# EXERCISE OBJECTIVE
Print each line from the start of the records below up through the line where "function write(font, color, halo, rows, align" is found, exactly as given.

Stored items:

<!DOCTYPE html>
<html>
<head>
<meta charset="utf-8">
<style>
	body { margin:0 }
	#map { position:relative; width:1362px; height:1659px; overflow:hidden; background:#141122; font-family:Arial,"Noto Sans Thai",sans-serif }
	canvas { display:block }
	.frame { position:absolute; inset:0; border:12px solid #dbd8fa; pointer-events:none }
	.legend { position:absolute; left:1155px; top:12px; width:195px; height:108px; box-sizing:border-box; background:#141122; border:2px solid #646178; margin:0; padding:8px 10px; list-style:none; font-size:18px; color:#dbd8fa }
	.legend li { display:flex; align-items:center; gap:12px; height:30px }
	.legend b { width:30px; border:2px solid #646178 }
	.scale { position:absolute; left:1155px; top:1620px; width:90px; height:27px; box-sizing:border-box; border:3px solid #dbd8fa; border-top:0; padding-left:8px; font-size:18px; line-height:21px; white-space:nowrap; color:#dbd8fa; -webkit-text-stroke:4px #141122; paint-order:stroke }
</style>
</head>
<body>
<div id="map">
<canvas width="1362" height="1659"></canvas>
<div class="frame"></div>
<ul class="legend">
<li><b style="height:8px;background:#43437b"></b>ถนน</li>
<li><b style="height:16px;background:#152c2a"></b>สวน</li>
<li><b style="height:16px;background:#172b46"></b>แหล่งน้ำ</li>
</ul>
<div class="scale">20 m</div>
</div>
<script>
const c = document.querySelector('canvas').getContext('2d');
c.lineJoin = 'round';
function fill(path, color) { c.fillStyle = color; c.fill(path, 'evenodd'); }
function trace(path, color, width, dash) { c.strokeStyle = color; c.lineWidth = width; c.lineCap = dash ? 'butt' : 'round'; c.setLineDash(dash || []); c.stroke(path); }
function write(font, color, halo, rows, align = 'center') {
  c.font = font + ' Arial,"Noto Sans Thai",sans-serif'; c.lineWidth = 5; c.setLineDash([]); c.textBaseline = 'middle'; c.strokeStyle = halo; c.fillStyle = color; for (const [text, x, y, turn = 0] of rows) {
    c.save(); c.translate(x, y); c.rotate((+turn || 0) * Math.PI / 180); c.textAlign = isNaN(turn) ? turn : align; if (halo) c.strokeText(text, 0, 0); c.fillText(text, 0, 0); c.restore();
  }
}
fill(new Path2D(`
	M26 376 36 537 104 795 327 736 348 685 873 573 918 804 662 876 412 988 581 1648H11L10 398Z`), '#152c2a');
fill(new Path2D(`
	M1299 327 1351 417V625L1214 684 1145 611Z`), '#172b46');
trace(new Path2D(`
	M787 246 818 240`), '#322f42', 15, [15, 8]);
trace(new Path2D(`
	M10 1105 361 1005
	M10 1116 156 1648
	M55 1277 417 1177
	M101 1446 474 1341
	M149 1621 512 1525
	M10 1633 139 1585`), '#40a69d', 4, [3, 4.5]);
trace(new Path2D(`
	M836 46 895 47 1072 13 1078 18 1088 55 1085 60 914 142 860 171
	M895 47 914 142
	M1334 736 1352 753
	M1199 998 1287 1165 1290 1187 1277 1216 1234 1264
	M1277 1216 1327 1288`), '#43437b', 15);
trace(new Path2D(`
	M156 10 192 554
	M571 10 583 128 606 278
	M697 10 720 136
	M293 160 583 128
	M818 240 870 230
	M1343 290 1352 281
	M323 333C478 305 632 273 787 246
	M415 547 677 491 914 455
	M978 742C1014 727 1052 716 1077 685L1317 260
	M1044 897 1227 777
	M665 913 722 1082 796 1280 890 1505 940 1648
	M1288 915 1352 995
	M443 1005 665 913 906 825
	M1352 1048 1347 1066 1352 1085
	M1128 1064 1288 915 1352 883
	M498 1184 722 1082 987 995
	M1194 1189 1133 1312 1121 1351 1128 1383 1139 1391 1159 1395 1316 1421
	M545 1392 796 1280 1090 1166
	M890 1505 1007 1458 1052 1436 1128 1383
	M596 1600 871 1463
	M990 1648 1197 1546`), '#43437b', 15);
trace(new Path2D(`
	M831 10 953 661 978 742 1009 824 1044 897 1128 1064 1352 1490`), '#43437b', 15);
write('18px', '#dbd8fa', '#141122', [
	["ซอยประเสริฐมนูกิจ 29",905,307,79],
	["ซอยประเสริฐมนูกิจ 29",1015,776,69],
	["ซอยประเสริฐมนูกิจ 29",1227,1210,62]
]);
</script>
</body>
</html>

# RESPONSE TO THIS EXERCISE
<!DOCTYPE html>
<html>
<head>
<meta charset="utf-8">
<style>
	body { margin:0 }
	#map { position:relative; width:1362px; height:1659px; overflow:hidden; background:#141122; font-family:Arial,"Noto Sans Thai",sans-serif }
	canvas { display:block }
	.frame { position:absolute; inset:0; border:12px solid #dbd8fa; pointer-events:none }
	.legend { position:absolute; left:1155px; top:12px; width:195px; height:108px; box-sizing:border-box; background:#141122; border:2px solid #646178; margin:0; padding:8px 10px; list-style:none; font-size:18px; color:#dbd8fa }
	.legend li { display:flex; align-items:center; gap:12px; height:30px }
	.legend b { width:30px; border:2px solid #646178 }
	.scale { position:absolute; left:1155px; top:1620px; width:90px; height:27px; box-sizing:border-box; border:3px solid #dbd8fa; border-top:0; padding-left:8px; font-size:18px; line-height:21px; white-space:nowrap; color:#dbd8fa; -webkit-text-stroke:4px #141122; paint-order:stroke }
</style>
</head>
<body>
<div id="map">
<canvas width="1362" height="1659"></canvas>
<div class="frame"></div>
<ul class="legend">
<li><b style="height:8px;background:#43437b"></b>ถนน</li>
<li><b style="height:16px;background:#152c2a"></b>สวน</li>
<li><b style="height:16px;background:#172b46"></b>แหล่งน้ำ</li>
</ul>
<div class="scale">20 m</div>
</div>
<script>
const c = document.querySelector('canvas').getContext('2d');
c.lineJoin = 'round';
function fill(path, color) { c.fillStyle = color; c.fill(path, 'evenodd'); }
function trace(path, color, width, dash) { c.strokeStyle = color; c.lineWidth = width; c.lineCap = dash ? 'butt' : 'round'; c.setLineDash(dash || []); c.stroke(path); }
function write(font, color, halo, rows, align = 'center') {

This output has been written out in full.